I’m sure there are times you would be one of the casting members for the editorial shoot of magazines. What are some of the criteria of your choice?
I like models who seem unkept in a glance but would look drastically different as soon as you get them dressed. And while I shoot, I don’t direct their posing in order to capture them being a little awkward which brings out the best image. For example, if I direct them to “be sexy,” it starts to look fake and I find it more attractive when they have an ambiguous expression. I even finish shooting before they get to express the look they want to express. I get to capture the non-acting natural expression if I finish before the model turns into that person they wish to be.
For our last questions, I want to ask about your shooting method. I heard that you use HMI lights for studio shoot. This is the same lighting set Nobuyoshi Araki uses as well.
After I contemplated what at all can be the best photographic expression, I realized the importance of camera shake showing in film. For example, there’s an effect on iPhone too for intentionally trying to make the image like a film photo. This means that people still have this idea of “photo equals film”. And technically speaking, if strobe is used, the shutter speed would be 125th of a second and that is not a moment human can optically capture. But with HMI, it’s about a quarter of a second or 35th of a second so that means what you optically felt in that moment would be contained in the photo, inside that one image. I think that in this age with so many photos looking amazingly perfect like an ad, the effect of camera shake gives more of a poetic feeling.
My idea of Chikashi Suzuki is someone who explored the methods lived by the ancestors and continued to update his own view by creating a collection of those methods. So when you use the technique developed by previous generation, what are the things you consider for creating a photography only you can shoot?

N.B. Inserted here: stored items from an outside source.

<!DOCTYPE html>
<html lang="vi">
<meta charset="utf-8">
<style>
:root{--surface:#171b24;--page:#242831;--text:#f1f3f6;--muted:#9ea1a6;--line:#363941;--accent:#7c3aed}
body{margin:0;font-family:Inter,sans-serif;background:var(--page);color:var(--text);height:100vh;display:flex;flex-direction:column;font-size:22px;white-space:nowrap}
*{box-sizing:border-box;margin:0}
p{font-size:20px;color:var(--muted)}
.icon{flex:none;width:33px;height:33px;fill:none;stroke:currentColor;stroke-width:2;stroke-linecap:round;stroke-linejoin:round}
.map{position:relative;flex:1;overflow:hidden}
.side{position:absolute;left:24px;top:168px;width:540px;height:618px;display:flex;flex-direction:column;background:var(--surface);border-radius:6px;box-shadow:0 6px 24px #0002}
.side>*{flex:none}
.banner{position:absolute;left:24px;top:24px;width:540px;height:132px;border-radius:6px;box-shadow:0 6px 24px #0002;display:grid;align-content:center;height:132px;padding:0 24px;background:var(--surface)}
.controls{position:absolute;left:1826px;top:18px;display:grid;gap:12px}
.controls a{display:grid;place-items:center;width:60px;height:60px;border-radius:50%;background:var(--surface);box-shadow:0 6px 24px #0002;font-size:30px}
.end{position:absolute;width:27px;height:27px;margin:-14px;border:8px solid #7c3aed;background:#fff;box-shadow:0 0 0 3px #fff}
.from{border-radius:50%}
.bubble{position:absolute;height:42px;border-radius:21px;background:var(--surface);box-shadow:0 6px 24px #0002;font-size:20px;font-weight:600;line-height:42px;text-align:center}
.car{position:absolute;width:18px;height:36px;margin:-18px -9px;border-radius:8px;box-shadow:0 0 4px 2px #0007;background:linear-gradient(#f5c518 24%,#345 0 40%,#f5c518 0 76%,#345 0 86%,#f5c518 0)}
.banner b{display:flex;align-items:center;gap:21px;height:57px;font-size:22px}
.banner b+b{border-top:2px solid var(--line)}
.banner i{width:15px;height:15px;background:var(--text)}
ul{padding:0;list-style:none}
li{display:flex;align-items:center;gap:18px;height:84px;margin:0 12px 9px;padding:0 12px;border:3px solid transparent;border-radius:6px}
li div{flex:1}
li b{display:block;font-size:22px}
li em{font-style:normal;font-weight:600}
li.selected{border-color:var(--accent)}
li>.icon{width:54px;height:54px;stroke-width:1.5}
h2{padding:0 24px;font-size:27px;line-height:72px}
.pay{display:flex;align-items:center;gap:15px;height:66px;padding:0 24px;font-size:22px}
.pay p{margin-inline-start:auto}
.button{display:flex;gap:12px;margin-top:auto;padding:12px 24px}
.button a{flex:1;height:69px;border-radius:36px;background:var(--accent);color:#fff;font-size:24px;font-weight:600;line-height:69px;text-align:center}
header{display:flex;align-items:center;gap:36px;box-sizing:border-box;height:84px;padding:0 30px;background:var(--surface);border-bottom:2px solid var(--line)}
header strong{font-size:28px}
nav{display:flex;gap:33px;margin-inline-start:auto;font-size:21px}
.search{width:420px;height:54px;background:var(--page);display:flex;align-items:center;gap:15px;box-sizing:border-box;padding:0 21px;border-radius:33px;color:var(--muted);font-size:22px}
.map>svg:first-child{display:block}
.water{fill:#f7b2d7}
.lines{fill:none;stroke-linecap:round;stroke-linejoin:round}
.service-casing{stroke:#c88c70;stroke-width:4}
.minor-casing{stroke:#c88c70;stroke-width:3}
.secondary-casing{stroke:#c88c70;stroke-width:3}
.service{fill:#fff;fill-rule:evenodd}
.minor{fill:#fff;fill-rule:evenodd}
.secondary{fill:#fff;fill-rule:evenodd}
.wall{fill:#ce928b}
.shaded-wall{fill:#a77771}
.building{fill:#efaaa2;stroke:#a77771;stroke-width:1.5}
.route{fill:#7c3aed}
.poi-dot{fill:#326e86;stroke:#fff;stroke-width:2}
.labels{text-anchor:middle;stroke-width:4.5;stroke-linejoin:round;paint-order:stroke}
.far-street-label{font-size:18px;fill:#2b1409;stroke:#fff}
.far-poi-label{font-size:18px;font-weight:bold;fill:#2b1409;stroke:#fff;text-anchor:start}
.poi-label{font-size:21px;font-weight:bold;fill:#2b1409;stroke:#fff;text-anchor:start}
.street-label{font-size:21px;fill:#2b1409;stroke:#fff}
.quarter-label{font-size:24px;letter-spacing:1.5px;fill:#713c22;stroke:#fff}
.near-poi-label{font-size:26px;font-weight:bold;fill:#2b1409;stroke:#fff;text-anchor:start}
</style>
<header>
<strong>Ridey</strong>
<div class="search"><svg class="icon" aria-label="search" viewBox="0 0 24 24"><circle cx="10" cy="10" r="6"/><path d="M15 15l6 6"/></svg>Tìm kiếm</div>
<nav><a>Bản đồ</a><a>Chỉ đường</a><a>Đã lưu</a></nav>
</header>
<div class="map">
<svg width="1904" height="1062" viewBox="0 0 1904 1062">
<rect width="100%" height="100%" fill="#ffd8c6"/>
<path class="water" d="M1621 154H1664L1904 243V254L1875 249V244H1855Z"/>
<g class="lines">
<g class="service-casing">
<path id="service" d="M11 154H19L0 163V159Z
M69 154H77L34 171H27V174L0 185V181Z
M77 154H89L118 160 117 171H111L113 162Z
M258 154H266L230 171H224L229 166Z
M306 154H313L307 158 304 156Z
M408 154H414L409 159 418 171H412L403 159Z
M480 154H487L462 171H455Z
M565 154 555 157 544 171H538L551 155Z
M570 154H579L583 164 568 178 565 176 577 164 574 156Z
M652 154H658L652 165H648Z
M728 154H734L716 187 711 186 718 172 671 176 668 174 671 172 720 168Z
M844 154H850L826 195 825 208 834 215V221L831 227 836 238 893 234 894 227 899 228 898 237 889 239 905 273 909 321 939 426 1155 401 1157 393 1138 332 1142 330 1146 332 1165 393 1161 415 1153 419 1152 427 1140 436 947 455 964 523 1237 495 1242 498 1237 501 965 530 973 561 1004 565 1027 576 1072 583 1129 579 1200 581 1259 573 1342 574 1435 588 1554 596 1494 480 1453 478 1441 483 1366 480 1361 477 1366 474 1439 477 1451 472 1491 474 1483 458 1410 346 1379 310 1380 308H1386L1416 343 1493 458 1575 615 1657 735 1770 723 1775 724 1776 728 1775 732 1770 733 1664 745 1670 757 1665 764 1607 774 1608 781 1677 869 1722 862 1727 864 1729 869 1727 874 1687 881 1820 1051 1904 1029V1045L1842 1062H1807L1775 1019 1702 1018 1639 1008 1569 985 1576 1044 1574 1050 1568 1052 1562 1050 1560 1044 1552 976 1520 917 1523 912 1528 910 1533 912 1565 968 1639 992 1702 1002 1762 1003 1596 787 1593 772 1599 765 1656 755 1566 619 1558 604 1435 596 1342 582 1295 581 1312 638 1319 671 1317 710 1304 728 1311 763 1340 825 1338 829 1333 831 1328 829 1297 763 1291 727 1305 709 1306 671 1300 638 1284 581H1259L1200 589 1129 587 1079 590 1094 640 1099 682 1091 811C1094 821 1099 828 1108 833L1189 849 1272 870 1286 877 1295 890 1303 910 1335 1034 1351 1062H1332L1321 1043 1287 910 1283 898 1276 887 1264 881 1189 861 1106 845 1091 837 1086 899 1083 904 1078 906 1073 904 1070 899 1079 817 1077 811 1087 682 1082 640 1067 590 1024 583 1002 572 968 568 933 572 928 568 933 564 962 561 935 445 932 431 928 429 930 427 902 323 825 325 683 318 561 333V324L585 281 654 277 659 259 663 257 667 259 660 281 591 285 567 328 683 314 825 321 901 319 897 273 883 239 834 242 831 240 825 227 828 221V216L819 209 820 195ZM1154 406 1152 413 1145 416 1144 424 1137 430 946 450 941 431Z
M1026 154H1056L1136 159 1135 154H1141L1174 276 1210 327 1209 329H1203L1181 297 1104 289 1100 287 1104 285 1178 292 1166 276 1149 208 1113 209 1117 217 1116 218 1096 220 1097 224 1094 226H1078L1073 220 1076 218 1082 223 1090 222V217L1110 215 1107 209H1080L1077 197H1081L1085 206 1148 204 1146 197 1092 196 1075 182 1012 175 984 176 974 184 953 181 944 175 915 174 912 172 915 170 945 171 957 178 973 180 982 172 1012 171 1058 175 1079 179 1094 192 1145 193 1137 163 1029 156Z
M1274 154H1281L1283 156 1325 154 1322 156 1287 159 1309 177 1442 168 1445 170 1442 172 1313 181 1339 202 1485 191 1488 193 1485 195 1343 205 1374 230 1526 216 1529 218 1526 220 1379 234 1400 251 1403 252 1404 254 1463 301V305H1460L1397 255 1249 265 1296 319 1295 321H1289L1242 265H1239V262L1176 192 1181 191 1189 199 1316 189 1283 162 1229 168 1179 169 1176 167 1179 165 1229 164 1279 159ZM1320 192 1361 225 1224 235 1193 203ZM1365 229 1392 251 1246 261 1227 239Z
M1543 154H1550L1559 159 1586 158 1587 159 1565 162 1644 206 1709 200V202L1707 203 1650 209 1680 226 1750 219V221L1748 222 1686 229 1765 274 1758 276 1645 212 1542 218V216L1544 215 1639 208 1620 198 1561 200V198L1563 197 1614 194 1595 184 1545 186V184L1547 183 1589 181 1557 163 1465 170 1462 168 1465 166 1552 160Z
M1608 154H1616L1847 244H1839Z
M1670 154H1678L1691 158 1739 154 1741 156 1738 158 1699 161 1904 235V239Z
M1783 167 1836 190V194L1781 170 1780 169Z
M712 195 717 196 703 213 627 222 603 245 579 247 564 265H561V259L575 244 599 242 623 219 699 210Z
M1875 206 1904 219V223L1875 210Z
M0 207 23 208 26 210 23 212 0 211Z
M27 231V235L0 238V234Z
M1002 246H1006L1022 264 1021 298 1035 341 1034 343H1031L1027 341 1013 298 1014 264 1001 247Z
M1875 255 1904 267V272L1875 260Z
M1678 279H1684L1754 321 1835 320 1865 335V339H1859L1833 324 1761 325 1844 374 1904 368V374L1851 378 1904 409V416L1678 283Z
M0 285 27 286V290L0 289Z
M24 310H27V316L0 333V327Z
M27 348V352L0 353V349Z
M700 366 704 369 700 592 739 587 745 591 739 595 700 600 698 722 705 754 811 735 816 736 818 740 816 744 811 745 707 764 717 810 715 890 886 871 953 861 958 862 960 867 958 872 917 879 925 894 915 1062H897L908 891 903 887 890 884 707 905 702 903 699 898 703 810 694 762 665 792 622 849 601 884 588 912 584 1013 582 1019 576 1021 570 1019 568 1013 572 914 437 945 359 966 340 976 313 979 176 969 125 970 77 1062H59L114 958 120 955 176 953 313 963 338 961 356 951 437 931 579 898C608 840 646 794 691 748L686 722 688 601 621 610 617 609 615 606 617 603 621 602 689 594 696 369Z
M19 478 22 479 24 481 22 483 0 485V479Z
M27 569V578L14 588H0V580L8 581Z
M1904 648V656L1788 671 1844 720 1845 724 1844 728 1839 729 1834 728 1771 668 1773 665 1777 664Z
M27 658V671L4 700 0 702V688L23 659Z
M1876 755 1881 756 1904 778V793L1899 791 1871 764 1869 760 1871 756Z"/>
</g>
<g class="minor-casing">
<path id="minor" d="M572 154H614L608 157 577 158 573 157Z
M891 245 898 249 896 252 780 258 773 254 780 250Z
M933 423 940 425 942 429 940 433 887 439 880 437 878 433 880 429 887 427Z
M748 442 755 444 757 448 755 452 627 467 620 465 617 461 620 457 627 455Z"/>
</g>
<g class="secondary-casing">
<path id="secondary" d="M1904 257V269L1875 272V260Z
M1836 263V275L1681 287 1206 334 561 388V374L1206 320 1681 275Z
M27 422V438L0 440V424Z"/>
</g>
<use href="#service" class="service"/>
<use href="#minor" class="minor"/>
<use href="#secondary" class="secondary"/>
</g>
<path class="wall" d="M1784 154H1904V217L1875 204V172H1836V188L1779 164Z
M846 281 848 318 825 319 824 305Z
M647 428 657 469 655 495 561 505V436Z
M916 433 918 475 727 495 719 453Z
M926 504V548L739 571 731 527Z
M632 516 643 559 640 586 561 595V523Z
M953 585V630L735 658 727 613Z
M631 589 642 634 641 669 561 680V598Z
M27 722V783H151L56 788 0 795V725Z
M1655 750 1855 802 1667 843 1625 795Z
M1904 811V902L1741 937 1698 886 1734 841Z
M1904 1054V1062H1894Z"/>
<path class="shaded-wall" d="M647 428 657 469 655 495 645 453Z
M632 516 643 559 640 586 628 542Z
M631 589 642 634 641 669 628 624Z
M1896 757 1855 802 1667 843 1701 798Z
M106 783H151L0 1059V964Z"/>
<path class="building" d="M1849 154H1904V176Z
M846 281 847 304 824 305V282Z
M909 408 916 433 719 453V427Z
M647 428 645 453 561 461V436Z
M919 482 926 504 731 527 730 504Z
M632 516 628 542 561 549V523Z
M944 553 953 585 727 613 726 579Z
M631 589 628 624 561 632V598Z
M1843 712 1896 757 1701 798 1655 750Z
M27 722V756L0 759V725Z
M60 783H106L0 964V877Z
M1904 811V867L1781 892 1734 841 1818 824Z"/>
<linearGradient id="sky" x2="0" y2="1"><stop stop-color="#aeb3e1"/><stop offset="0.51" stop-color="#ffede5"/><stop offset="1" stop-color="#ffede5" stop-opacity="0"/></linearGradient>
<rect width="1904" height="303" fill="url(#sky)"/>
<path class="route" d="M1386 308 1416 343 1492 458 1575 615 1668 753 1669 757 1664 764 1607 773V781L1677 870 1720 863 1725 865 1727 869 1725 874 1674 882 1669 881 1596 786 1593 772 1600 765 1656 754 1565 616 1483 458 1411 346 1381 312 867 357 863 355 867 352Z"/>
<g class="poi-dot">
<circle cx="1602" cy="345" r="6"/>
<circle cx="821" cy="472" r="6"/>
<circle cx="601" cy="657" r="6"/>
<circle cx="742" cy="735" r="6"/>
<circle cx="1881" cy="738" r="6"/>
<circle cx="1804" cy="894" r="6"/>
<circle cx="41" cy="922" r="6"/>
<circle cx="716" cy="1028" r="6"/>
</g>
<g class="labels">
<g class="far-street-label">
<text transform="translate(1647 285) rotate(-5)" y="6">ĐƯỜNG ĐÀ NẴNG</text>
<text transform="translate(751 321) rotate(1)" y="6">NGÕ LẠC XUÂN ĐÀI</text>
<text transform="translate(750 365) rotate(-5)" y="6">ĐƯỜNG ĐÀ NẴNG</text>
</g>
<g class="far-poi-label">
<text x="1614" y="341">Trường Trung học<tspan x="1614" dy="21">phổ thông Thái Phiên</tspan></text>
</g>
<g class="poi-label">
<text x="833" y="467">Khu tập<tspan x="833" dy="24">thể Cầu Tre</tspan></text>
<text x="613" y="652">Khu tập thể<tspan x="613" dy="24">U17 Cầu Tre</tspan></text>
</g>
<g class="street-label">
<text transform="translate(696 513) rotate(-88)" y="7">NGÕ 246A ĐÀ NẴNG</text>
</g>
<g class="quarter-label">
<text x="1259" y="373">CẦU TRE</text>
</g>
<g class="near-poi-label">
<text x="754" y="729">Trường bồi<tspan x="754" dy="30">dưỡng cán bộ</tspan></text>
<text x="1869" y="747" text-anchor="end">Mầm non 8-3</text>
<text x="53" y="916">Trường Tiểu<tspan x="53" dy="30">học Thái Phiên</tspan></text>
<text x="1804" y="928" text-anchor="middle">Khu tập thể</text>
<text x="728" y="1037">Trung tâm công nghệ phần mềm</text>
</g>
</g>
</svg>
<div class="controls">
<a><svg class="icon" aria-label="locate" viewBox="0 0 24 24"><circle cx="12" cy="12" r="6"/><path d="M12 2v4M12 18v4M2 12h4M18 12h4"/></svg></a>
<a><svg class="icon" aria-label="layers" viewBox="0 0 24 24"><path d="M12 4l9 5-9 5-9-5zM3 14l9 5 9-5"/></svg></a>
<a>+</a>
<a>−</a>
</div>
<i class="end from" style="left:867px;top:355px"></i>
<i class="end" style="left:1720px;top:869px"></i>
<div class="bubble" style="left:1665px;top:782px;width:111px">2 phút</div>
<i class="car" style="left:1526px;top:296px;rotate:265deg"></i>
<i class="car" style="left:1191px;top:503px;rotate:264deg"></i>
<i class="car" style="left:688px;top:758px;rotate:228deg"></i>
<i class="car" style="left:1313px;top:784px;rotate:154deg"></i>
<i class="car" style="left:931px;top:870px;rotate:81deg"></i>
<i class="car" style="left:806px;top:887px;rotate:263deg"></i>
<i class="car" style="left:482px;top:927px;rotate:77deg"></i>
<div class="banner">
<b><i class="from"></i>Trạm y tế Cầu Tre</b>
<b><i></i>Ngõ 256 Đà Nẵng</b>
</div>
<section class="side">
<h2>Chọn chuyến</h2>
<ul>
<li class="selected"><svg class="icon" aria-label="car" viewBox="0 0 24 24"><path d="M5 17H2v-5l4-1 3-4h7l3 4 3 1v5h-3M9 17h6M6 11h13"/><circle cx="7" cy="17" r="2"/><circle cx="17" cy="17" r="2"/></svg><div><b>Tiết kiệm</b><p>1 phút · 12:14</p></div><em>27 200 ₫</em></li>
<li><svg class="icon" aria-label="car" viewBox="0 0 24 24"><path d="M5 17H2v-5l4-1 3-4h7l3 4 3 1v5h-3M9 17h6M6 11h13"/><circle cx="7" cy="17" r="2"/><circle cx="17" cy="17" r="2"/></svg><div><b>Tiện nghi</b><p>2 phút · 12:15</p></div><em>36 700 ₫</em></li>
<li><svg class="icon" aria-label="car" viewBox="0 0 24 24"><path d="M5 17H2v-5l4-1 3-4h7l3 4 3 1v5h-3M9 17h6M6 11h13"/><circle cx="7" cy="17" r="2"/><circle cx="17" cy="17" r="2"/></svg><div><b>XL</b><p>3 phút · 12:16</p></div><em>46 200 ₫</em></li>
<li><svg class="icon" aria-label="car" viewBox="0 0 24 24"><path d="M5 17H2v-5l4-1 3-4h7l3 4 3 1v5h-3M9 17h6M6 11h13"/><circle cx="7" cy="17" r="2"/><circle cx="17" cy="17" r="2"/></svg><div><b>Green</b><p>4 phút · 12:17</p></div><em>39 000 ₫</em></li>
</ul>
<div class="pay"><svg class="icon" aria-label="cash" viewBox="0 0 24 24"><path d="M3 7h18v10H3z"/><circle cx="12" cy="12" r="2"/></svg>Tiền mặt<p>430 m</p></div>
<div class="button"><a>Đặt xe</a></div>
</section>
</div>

The HMI I just mentioned, is a lighting that have been used before strobe was developed and master photographers like Bruce Weber use it too. Therefore, it carries not just Araki, of course, but a history of photographers. So with that in mind, if I were to mention my own feature, probably the fact that I never interact with my subject plays a major role. I only realized this because the stylist Michiko Kitamura had told me. It’s not like I’m trying to shoot the world of Yasujiro Ozu, but what I want to capture is that one moment that a glimpse of bra shows through her short white blouse sleeve. Mr. Araki as “ARAKI” invented the way to bring out the model’s seductive charm to the max by challenging her face to face. But I like to pursuit the sexiness within restraint (laughing).